El PACKAGING podríamos definirlo como el arte o la ciencia y la tecnología de inclusión o protección de productos para su distribución, almacenaje, la venta, y/o utilización. Los diseñadores, creativos y publicitarios consideran que el packaging tiene como objetivo primario de atraer la atención de los clientes y ser la principal ventana de comunicación hacia el consumidor. La presentación de un producto es fundamental, de forma que, que puede determinar que el producto sea un éxito… o un fracaso. Por mucha publicidad que haga, y por mucho que su producto sea superior, el consumidor decide qué compra cuando está delante del producto, y en ese momento lo único que ve es la etiqueta, la caja, el envase con que lo presenta.

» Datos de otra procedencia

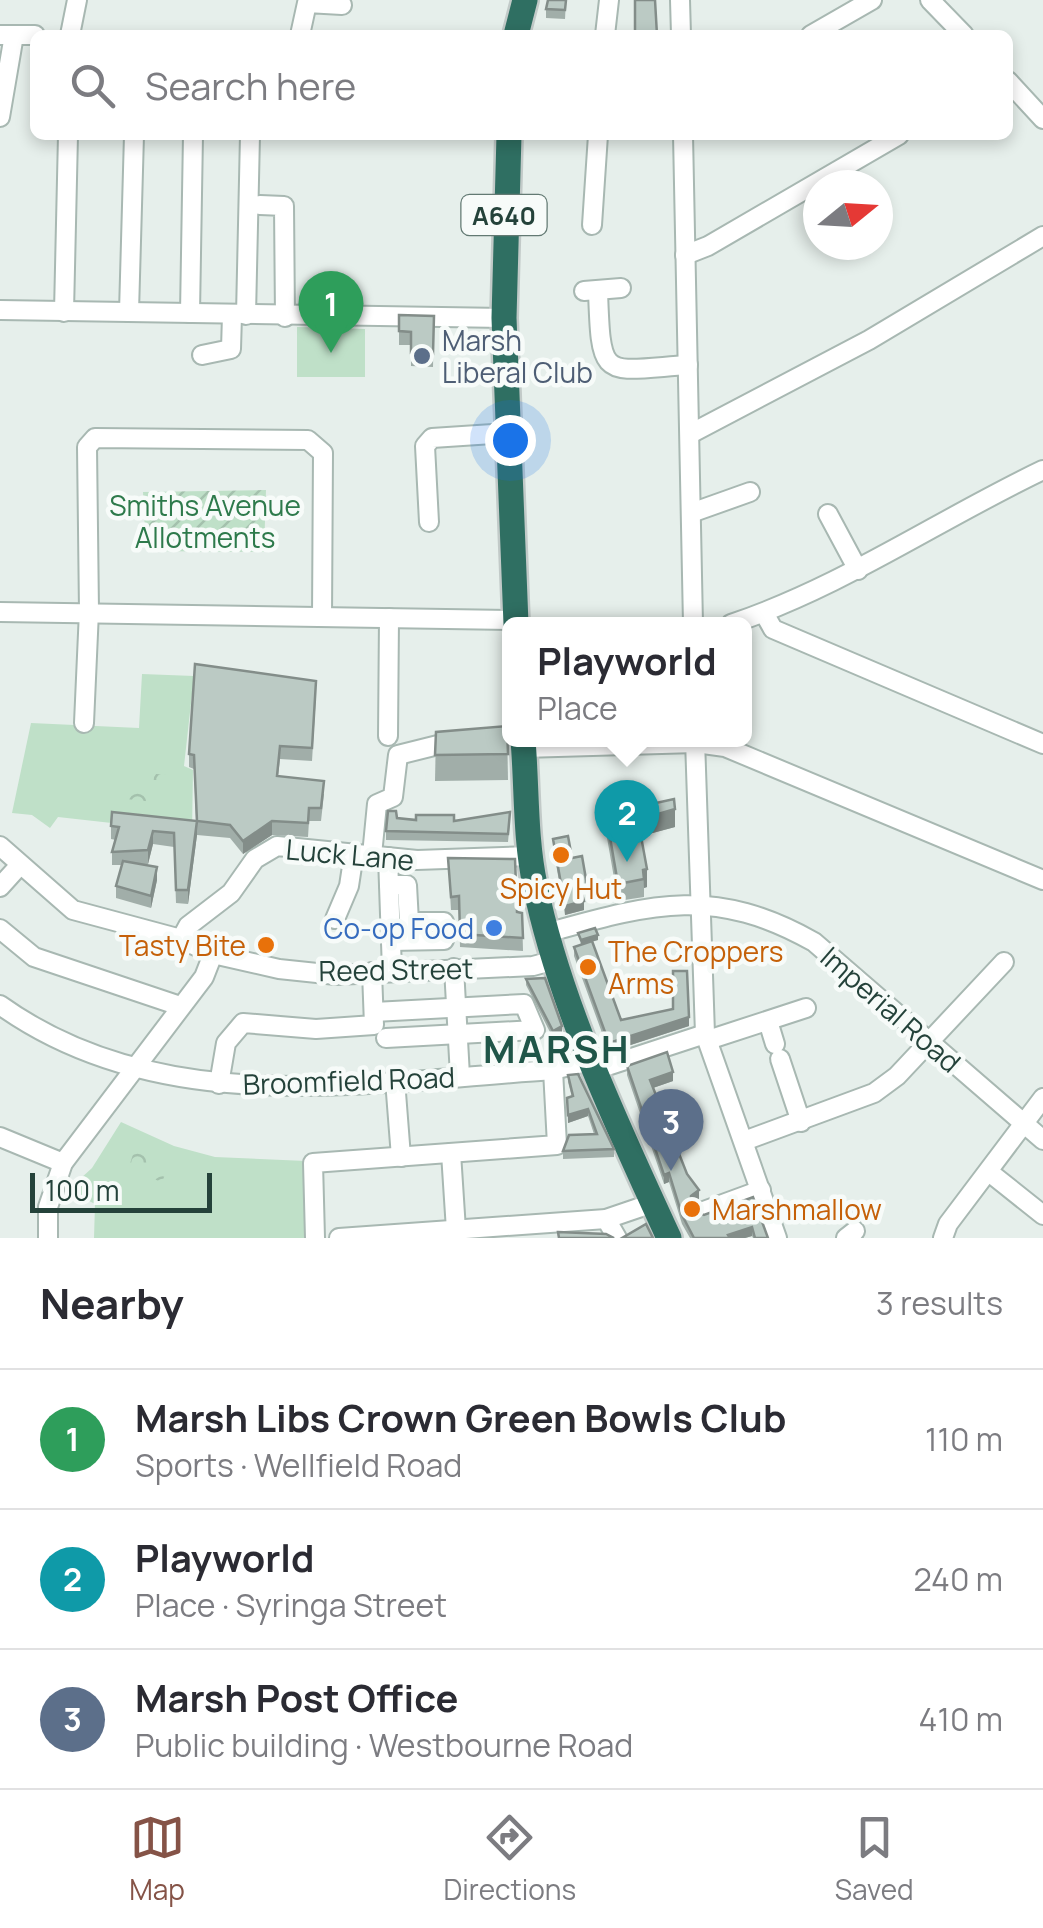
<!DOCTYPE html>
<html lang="en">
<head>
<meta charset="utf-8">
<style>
	:root { --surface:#fff; --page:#f7f7f7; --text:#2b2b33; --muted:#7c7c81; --line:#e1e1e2; --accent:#855347 }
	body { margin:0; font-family:Manrope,sans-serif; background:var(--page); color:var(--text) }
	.compass { position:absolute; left:803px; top:170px; width:90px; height:90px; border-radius:50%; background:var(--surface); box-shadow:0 5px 15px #0003; rotate:72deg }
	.scale { position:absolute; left:30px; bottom:25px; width:182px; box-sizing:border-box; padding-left:10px; border:5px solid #24423a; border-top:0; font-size:28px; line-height:35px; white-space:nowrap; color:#24423a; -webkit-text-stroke:8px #f7fbf9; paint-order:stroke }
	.you { position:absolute; left:510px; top:440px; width:35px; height:35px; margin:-25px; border:8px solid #fff; border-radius:50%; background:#1a73e8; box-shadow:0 0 0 15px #1a73e833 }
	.badge { display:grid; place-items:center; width:65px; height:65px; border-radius:50%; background:var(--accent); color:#fff; font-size:32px; font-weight:700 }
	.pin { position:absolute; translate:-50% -82px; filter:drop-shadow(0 2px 5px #0008) }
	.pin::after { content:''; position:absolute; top:52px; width:35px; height:30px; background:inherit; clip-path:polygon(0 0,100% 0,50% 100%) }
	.popup { position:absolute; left:502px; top:617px; width:250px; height:130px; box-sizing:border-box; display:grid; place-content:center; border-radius:15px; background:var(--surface); filter:drop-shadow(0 2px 8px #0005); font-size:32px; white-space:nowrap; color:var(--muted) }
	.popup b { font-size:38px; color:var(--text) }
	.popup::after { content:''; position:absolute; left:50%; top:100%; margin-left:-20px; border:20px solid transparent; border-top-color:var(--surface) }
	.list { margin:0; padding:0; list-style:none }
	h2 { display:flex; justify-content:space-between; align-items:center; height:130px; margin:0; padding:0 40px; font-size:42px }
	h2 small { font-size:32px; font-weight:400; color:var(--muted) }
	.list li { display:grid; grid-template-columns:65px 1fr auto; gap:30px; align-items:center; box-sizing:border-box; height:140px; padding:0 40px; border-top:2px solid var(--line) }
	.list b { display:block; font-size:38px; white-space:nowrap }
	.list p { margin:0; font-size:32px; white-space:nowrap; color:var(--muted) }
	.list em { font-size:32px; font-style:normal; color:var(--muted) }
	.icon { flex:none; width:55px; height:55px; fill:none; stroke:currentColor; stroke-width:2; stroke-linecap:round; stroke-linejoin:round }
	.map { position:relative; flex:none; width:1043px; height:1238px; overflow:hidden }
	.search { position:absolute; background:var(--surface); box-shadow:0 5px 15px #0003; left:30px; right:30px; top:30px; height:110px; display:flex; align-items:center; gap:25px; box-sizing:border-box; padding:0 35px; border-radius:15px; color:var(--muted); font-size:38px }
	.sheet { height:550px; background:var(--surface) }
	nav { display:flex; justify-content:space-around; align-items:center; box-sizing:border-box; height:140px; border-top:2px solid var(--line); background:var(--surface); font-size:28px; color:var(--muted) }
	nav a { display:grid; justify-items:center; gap:5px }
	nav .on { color:var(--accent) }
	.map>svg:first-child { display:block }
</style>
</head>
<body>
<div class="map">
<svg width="1043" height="1238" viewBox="0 0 1043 1238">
	<defs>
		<pattern id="park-crowns" width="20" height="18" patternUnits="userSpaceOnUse" patternTransform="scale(2.5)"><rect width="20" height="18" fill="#bfe0c8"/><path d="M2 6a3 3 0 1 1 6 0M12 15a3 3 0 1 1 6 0" fill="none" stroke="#a4c1ad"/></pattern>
		<pattern id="garden-furrows" width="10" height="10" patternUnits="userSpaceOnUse" patternTransform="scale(2.5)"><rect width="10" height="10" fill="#bfe0c8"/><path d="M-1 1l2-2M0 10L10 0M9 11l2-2" fill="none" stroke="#a4c1ad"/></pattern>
	</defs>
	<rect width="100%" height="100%" fill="#e6efeb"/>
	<!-- grass -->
	<g fill="#bfe0c8">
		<path d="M297,327L365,329V377H297Z"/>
		<path d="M142,674L194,676L184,766L193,770L192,832L58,817L50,828L32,815L12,813L31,723L139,728Z"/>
		<path d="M121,1122L174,1146L215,1157L306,1161L307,1238H94L95,1204L68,1190L92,1168Z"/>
	</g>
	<!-- park -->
	<g fill="url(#park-crowns)">
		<path d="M129,771L166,775L164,803L126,799Z"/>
		<path d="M135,1148L154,1152L156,1161L168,1167L162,1182L128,1170Z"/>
	</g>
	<!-- garden -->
	<path fill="url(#garden-furrows)" d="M266,490L264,552L146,551L143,492Z"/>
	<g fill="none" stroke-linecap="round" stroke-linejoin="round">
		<defs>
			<g id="minor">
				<path d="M680,0L681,35"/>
				<path d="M930,0L964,35"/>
				<path d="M0,35H35"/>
				<path d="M70,35L77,0"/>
				<path d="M300,35L307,3L342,5"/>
				<path d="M605,35L609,0"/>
				<path d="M811,35L872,0"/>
				<path d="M1008,81L1043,119"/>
				<path d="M0,117L14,35"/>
				<path d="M683,135L693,624"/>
				<path d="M260,205L284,206L285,317"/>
				<path d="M592,225L598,135"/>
				<path d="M685,255L708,246L899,135"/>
				<path d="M584,291L621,288"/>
				<path d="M598,291C601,382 602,371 688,365"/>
				<path d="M0,310L504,318"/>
				<path d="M64,312L68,135"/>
				<path d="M129,312L134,135"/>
				<path d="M190,313L193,135"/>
				<path d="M246,315L250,135"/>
				<path d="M202,355L231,349L232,315"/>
				<path d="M690,434L869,340L1043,236"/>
				<path d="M691,513L750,492"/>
				<path d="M828,514L858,570"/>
				<path d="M429,522L425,446L432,438L508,433"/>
				<path d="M0,612L515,620"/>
				<path d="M764,613L773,629L1043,744"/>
				<path d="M731,624C842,587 938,520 1043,470"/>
				<path d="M84,723L89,611L87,447L95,438L308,440L323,453L322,617"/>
				<path d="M388,736L389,618"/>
				<path d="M695,740L705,1034L777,1238"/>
				<path d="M523,748L696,743L725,747L1043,880"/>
				<path d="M0,846L73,910L181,939L213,954L279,969L336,975L533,966L555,960"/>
				<path d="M372,855L377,804L393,797L398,755L454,741"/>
				<path d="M388,857L392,971"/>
				<path d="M389,885H407L409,922H444V940L391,941"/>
				<path d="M0,887L19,866"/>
				<path d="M335,919L349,886L354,853"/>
				<path d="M0,929L34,957L180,1006"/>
				<path d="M546,933C651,904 713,885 814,942L1043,1140"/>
				<path d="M181,939L188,926L231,893L255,859L277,846L417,860L530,856"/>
				<path d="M454,968L460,1076"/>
				<path d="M0,1005C162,1121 368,1082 553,1070L594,1060"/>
				<path d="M374,1012L524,1004L535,1030L386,1038"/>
				<path d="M768,1021L775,1044"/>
				<path d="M708,1040L806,1008"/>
				<path d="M780,1059L801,1122"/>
				<path d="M598,1069L705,1034"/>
				<path d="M395,1080L401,1157"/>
				<path d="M219,1084L226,1043L243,1023L316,1029L374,1025L372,972"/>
				<path d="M0,1137L63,1163"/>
				<path d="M744,1141L874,1093L897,1076L1004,962"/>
				<path d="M451,1153L456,1230"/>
				<path d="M989,1172L1043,1215"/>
				<path d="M701,1212L761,1190"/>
				<path d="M606,1219L617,1238"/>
				<path d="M48,1238V1207L63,1163L204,977L213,954"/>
				<path d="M315,1238L313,1163L557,1145L553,1070"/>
				<path d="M339,1238L606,1219L653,1203"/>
				<path d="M846,1238L855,1231"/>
				<path d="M943,1238L948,1224L1043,1098"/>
			</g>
			<g id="highway">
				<path d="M516,35L525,0"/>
				<path d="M509,135L504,318L516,624"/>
				<path d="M523,740C527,788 525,838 535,885C559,1003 619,1129 669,1238"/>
			</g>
		</defs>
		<!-- minor casing -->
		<use href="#minor" stroke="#a8b8b2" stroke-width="22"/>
		<!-- highway casing -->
		<use href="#highway" stroke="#c2cac8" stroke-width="30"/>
		<!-- minor -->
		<use href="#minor" stroke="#fff" stroke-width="18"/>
		<!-- highway -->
		<use href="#highway" stroke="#2f6f62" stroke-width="25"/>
	</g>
	<!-- wall -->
	<g fill="#a1aea9">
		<path d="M566,0L565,19L546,18V9Z"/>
		<path d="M399,315L434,316L433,367L411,366V345H399Z"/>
		<path d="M316,695L312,761L280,759L278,776L324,794L321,821H309L308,837L272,835L243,854L230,838L197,835L188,904L176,903L174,847L153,844L148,864H139L157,880L151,908L116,898V886L122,865H112V852L116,840L111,839V826L196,821L194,769L189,767V754Z"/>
		<path d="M507,726L508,780L435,781L436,732Z"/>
		<path d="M606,814L675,827L641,836L647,887L644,888V897L618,901L606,832Z"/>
		<path d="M397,818L454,821H510L508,842L386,840V831Z"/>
		<path d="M553,839L572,858L587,893L582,894L584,910L565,915L553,847Z"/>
		<path d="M448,858L517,912L522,913L523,951L460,947L459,910H451Z"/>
		<path d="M578,933L598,940L592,941L621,1020L689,1026L609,1052L574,956V947L581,945Z"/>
		<path d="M526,979L562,1033L553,1038L526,985Z"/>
		<path d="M627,1066L673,1081L653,1088L687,1174L699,1199L691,1205V1209L704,1215L753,1197L768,1238H753L752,1236L745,1238H690L682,1224L669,1182L664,1184L627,1075Z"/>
		<path d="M568,1075L614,1149V1157L563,1159V1151L594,1134L588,1116L568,1123L567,1098L572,1097L568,1082Z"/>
	</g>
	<!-- shaded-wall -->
	<g fill="#838d89">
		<path d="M675,809V827L638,837V820Z"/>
		<path d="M197,821V835L188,904V890Z"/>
		<path d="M272,821V835L243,854V841Z"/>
		<path d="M153,831V844L148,864V850Z"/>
		<path d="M157,867V880L151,908V896Z"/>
		<path d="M647,869V887L644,888L643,870Z"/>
		<path d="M587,885V893L580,894V886Z"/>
		<path d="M584,901V910L565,915V906Z"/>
		<path d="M598,935V940L581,945V940Z"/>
		<path d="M689,1017V1026L609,1052V1043Z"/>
		<path d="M562,1026V1033L553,1038V1031Z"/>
		<path d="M673,1072V1081L650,1089V1080Z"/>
		<path d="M588,1109V1116L568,1123V1115Z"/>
		<path d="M669,1173V1182L664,1184V1175Z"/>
		<path d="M699,1190V1199L691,1205L690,1217L691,1196Z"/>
		<path d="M752,1227V1236L745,1238H728V1235Z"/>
	</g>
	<!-- building -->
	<g fill="#bbcac4" stroke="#838d89" stroke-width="2.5">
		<path d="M548,0H566L565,10L546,9Z"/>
		<path d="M635,0H655L657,35H635Z"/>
		<path d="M399,315L434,316L433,354L411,353V332L399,331Z"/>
		<path d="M195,664L316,681L312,748L280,746L277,776L324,781L321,808H309L308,823L272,821L243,841L230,825L197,821L194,755L189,754Z"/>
		<path d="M507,726L508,754L435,755L436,732Z"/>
		<path d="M674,799L675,809L638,820L647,869L643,870L644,879L618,884L606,814Z"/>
		<path d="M388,811H396L397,818L416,820V815H454V821L510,812L508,834L386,831Z"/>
		<path d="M112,812L197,821L188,890H176L174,833L153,831L148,850L112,852L119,827L111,826Z"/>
		<path d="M568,836L572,858L582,856L587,885L580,886L584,901L565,906L553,839Z"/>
		<path d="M448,858L515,859L517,912L522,913L523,938L460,934L459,896L451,897Z"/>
		<path d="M123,861L157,867L151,896L116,886Z"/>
		<path d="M595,928L598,935L581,940L578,933Z"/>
		<path d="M592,941L621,1020L673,1009V971H687L689,1017L609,1043L574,947Z"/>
		<path d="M545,978L562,1026L553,1031L526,979Z"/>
		<path d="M667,1052L673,1072L650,1080L687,1174L699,1190L691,1196L690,1208L704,1215L753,1197L768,1238H755L752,1227L728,1235L730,1238H694L682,1215L669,1173L664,1175L627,1066Z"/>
		<path d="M578,1074L614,1149L563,1151L569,1135L597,1134L588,1109L568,1115L567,1098L573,1096L568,1075Z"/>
		<path d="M646,1224L653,1238H622Z"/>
		<path d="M558,1232L606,1234L614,1238H559Z"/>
	</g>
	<!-- markers -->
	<circle fill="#5c6f8a" stroke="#f7fbf9" stroke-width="4" cx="422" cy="356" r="10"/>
	<g fill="#e8710a" stroke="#f7fbf9" stroke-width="4">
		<circle cx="561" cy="855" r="10"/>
		<circle cx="266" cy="945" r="10"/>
		<circle cx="588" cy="967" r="10"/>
		<circle cx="692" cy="1209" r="10"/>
	</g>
	<circle fill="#3f7fe0" stroke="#f7fbf9" stroke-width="4" cx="494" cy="928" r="10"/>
	<g text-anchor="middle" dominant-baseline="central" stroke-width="9" stroke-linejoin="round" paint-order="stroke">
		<!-- shield labels -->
		<rect fill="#f7fbf9" stroke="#637a73" stroke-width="2.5" x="461.5" y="195" width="85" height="40" rx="8"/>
		<g font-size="25" font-weight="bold" fill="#24423a">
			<text x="504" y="215">A640</text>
		</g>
		<!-- service labels -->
		<g font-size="28" fill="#4e5e75" stroke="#f7fbf9" text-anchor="start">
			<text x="442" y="340">Marsh<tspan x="442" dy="32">Liberal Club</tspan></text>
		</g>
		<!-- park labels -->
		<g font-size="28" fill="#2d7a4b" stroke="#f7fbf9">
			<text x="205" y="505">Smiths Avenue<tspan x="205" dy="32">Allotments</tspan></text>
		</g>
		<!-- street labels -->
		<g font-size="28" fill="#24423a" stroke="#f7fbf9">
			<text transform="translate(350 854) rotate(5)">Luck Lane</text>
			<text transform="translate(396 969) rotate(-1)">Reed Street</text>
			<text transform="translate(891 1009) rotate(41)">Imperial Road</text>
			<text transform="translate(349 1080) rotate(-2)">Broomfield Road</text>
		</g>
		<!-- food labels -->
		<g font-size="28" fill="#c56008" stroke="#f7fbf9" text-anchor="start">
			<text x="561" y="888" text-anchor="middle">Spicy Hut</text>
			<text x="246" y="945" text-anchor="end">Tasty Bite</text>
			<text x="608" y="951">The Croppers<tspan x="608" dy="32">Arms</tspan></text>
			<text x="712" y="1209">Marshmallow</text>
		</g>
		<!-- shop labels -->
		<g font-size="28" fill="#366cbe" stroke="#f7fbf9" text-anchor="end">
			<text x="474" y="928">Co-op Food</text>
		</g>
		<!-- district labels -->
		<g font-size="38" font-weight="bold" letter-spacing="2.5" fill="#1f5548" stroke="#f7fbf9">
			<text x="557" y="1048">MARSH</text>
		</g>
	</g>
</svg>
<svg class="compass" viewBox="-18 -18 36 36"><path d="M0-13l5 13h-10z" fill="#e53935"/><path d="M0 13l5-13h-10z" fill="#7c7c81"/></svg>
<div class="scale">100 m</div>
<div class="you"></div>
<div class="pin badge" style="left:331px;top:353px;background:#2e9e5b">1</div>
<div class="pin badge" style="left:627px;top:862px;background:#0f9aa8">2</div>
<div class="popup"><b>Playworld</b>Place</div>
<div class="pin badge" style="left:671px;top:1171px;background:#5c6f8a">3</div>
<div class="search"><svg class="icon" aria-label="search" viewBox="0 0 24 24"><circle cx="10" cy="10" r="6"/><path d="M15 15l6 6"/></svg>Search here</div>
</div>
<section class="sheet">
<h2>Nearby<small>3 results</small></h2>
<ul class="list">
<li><span class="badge" style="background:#2e9e5b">1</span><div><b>Marsh Libs Crown Green Bowls Club</b><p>Sports · Wellfield Road</p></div><em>110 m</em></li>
<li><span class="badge" style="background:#0f9aa8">2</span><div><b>Playworld</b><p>Place · Syringa Street</p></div><em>240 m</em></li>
<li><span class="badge" style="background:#5c6f8a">3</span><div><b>Marsh Post Office</b><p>Public building · Westbourne Road</p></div><em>410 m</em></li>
</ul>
</section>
<nav>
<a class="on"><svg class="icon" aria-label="map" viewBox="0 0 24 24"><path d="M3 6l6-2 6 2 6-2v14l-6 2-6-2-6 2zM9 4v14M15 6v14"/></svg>Map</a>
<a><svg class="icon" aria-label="directions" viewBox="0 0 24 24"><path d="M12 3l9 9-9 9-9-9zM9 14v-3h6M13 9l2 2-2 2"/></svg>Directions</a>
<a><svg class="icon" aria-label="saved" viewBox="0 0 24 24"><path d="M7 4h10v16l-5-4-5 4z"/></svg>Saved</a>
</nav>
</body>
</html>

Un buen packaging es quizás el elemento que hace más perdurable la imagen de marca de un determinado producto.  Aspectos como lo funcional, lo reutilizable que sea y un diseño atractivo son esenciales para que el envase se convierta en un valor añadido al producto final.

 

Veamos unos claros ejemplos:  ¿Quién no recuerda las botellas de Coca-Cola de antes, las cajas de Kelloggs, o la botella de Anís del mono, las pastillas de jabón Heno de Pravia, los paquetes  de Tablerone,  Jack Daniel’s o las latas de sopa Campbell? Todos ellos son productos que deben a su envase su mayor identidad y universalidad.

 

El packaging es otro elemento más en la decisión de compra ya que es capaz de crear sentimientos en el consumidor y aquí es donde interviene también el Neuromárketing. Por ello no podemos considerar el packaging como un elemento externo y estático,  como consumidores se nos activan áreas cerebrales cuando nos enfrentamos a determinados productos, el packaging posee un fuerte contenido multisensorial interior que crean sensaciones perceptibles en el  consumidor. No sólo se trata de conseguir que el consumidor compre, sino que cuando llegue a casa la capacidad de impacto multisensorial prevalezca.

 

Si el packaging afecta a los adultos, consigue su atención y los captura..,  ¿qué sucede con los niños?, ellos son consumidores mucho  más sensibles que los adultos. Aquí hemos de tener en cuenta consideraciones éticas y legales que les afecta. Allí donde un adulto puede reflexionar y ver que se trata simplemente de un mensaje publicitario, el niño-consumidor no consigue ver más que el atractivo de la oferta. Lo que mueve su consumo es la estética.

 

Recientes estudios de una universidad canadiense, demuestran que los niños reaccionan más ante como está empaquetado un producto que  ante el nombre del mismo. Ante la elección de escoger un producto empaquetado en algo liso y algo que estaba decorado, los niños escogieron el producto en envase decorado, independientemente de si el producto era conocido o no. Analizando patrones de alimentación, se puso de manifiesto que la comida se presenta ante los niños como algo divertido: divertido para comer, divertido para beber, recordáis la “bati-cao”, las galletas con forma de dinosaurios ? También el color es factor importante: los colores más utilizados son el amarillo, rojo, verde y azul. Las tipografías más utilizadas son las que recuerdan dibujos animados o utilizan como reclamo personajes de dibujos animados.

Finalmente, podemos decir que es  posible conquistar a los padres y a los niños al mismo tiempo, para ello es necesario aunar un packaging sencillo y simple pero al mismo tiempo creativo e imaginativo, de este modo se conseguirá  sorprender  a los padres, los padres son los que tienen la decisión de compre definitiva.